Retourner à sa propre salle commune ne lui semblait pas être un problème, à vrai dire. Certes, elle ne savait pas quel chemin emprunter, mais au pire elle demanderait son chemin aux tableaux ? Enfin, à ceux qui ne dormaient pas... Et à ceux qui ne hurlaient pas dès que l'on s'adressait à eux. Et puis, à Serdaigle, ils étaient sympa, on allait pas la lapider pour si peu, n'est-ce pas ? Si ? Enfin, peu importe, étrangement, elle se disait que ce n'était pas si grave d'outrepasser le couvre-feu, quand on avait une bonne raison. Pour la salle commune de la petite Poufsouffle, ça avait l'air de lui poser bien plus de problèmes, ce qui, par extension, gênait un peu Athéna. Elle ne voulait pas que la sauveuse de son estomac soit embêtée. Alors, elle lui proposa de l'accompagner jusqu'à sa salle commune. Il fallait se serrer les coudes entre première année !


- Bon, je t'accompagne jusqu'à ta salle commune, et après je retournerais dans la mienne, une fois que je serais sûre que tu sois bien au chaud chez les Jaunes et Noirs !"

Elle ponctua son intervention d'un grand sourire, et lui tendit la main, un contact physique étant toujours plus rassurant dans le noir. La grande bâtisse, maintenant que le crépuscule était vraiment passé, prenait des airs inquiétants et froids, les corridors avaient des airs lugubres et la lumière de la lune qui filtrait à travers les fenêtres verticales et étroites faisait courir des frissons sur l'échine de la Bleue et Argent. Elle n'avait jamais tenu la main de quiconque d'autre que Pomma et ses parents, alors ça allait lui faire drôle, une main à sa taille, pour une fois.

Prise de risque (ou presque) PV Lilly ZARBY
Une gamine, c'était ça que j'étais, à me cacher pour manger, à paniquer et à perdre pieds dès qu'il s'agissait de faire face à une situation qui sortait un minimum de l'ordinaire. Quelle ironie pour une apprentie sorcière. J'avais honte de moi...

Mais j'attrapais la main qu'elle me tendait, j'observais le sourire qu'elle me donnait, et décidais de me laisser porter.

"D'accord ça marche allons y. On est pas très loin normalement, c'est à cet étage, juste quelques couloirs à parcourir". Je ressentais un petit choc thermique au contact de sa main. Pas très grand, mais juste ce qu'il fallait pour me rassurer. De la chaleur humaine. Je lui souriais en retour

"Dis... Merci d'être aussi attentionnée avec moi. Je ne sais pas si les pâtisseries y sont pour beaucoup, mais en tout cas... Merci beaucoup Athéna! Je me sens un peu idiote. Je ne sais pas comment te remercier." Embarrassée, je continuais avec des questions pour faire diversion. "Et au fait toi ça va tu sauras retrouver ta salle commune? Elle est ou d'ailleurs? Je ne connais pas encore bien le château"
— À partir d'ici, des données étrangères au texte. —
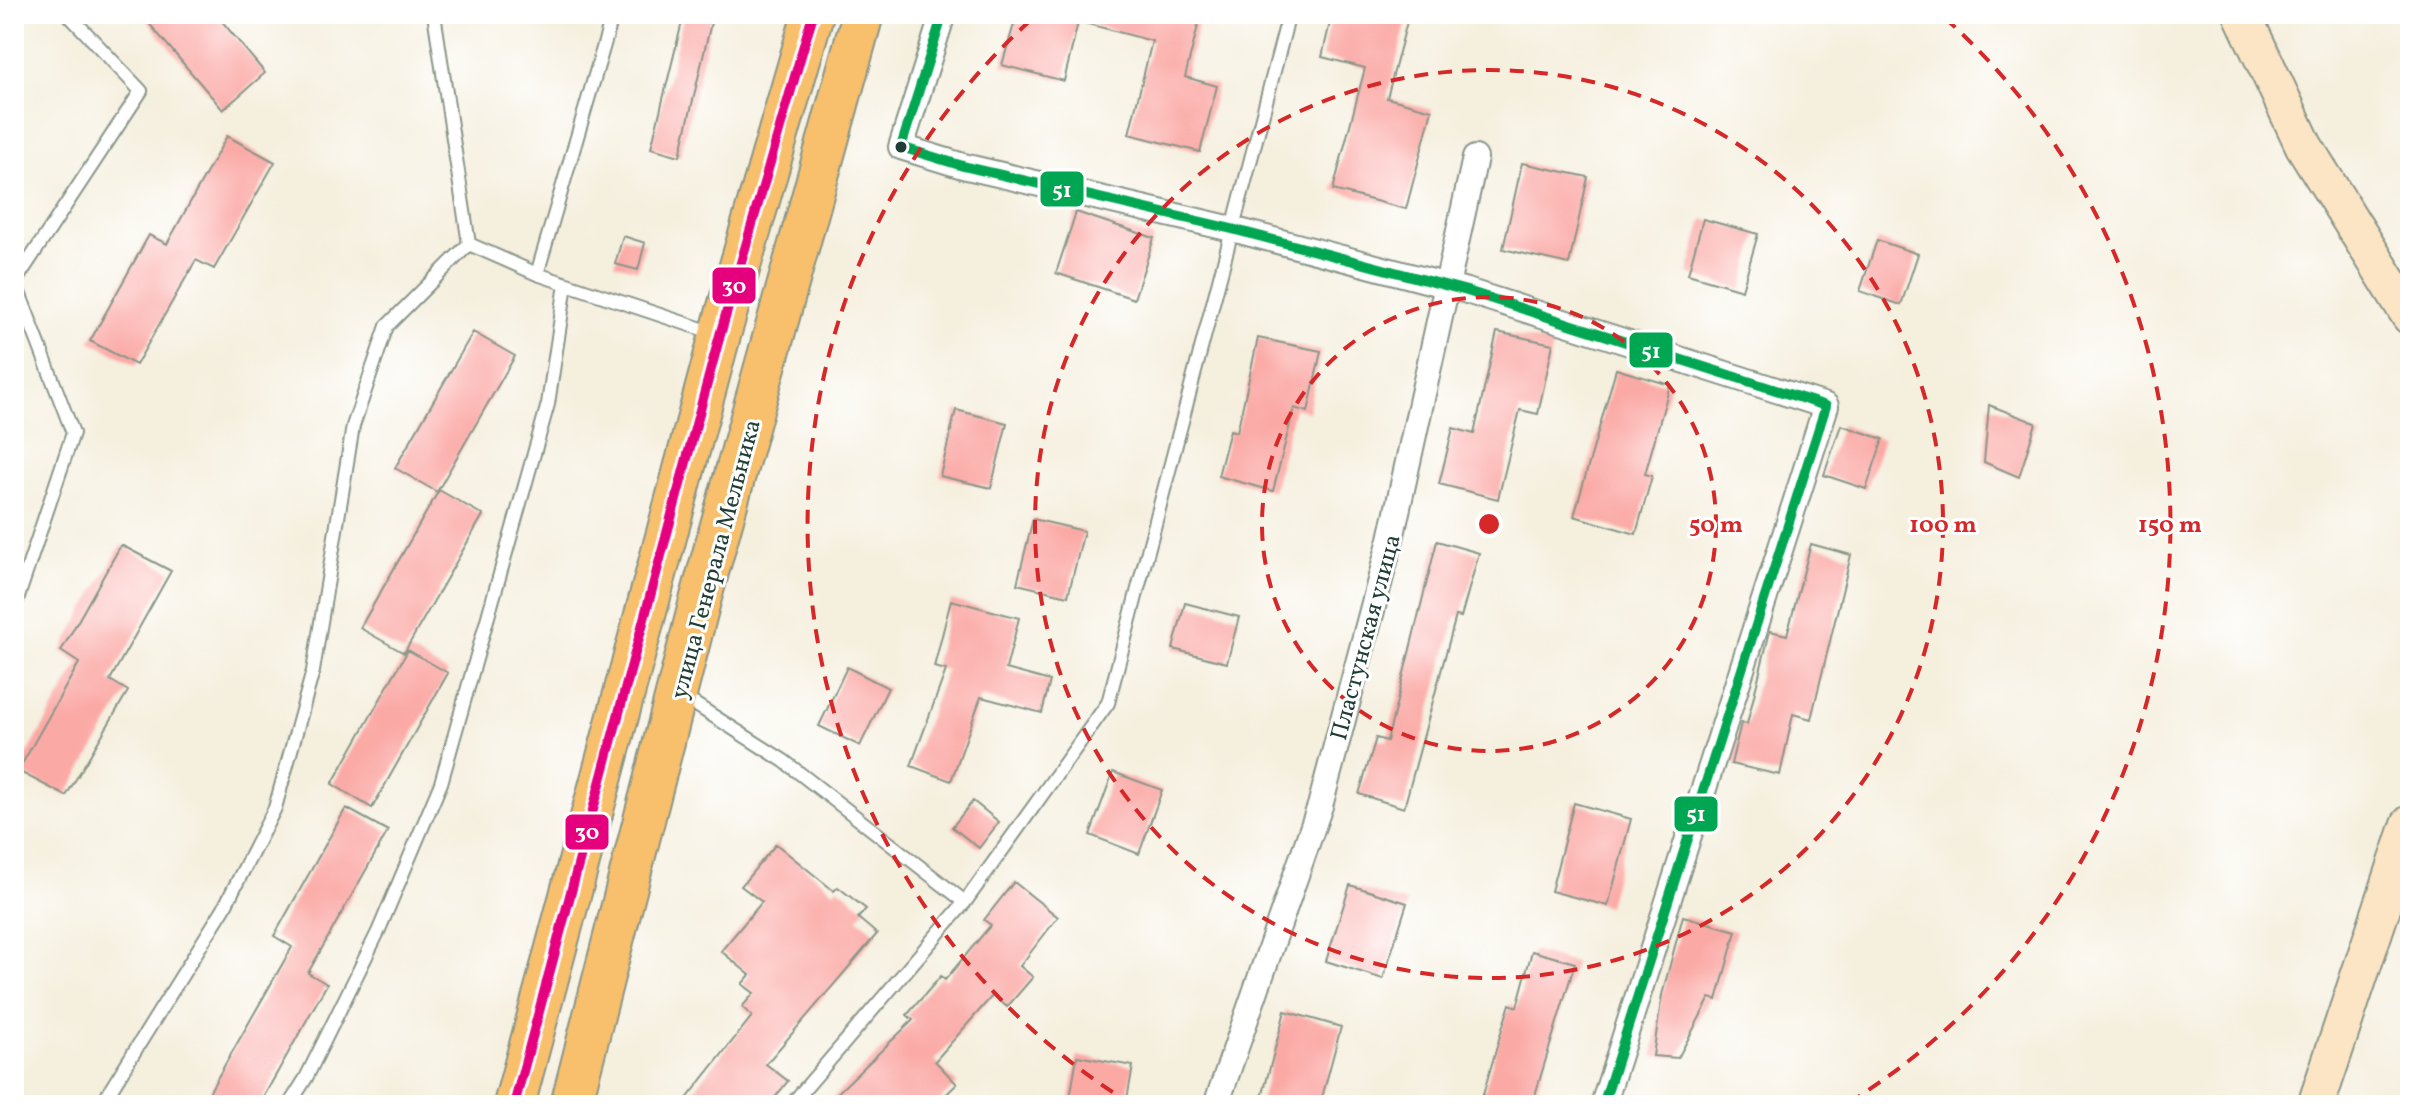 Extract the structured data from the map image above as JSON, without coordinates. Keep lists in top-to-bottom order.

Nous marchions toutes les deux dans ce couloir, et je m'accrochais à ce léger contact, j'avais honte mais je me sentais rassurée. C'était débile, je n'avais plus à me comporter comme une enfant, mais la chaleur humaine dans cet environnement que je ressentais maintenant comme froid et repoussant, j'en avais besoin.

Je visualisais ma salle commune, "bien au chaud", c'était vrai, c'était comme ça qu'on se sentait chez les Poufsouffle, la salle était chaleureuse. Mais il me manquait encore la chaleur humaine, je n'avais, pour le moment, osé aborder personne jusqu'ici.

J'admirais la lune qui traversait doucement les petites fenêtres dispersés sur les murs et à travers des quelles on pouvait apercevoir quelques étoiles.

Je commençais à me sentir lasse, la fatigue accumulée se relâchait d'un coup, les muscles se décrispèrent. Le poids de mon corps se faisait sentir. Mais je m'accrochais à elle durant le trajet. Il faudrait vraiment que je trouve un moyen de la remercier.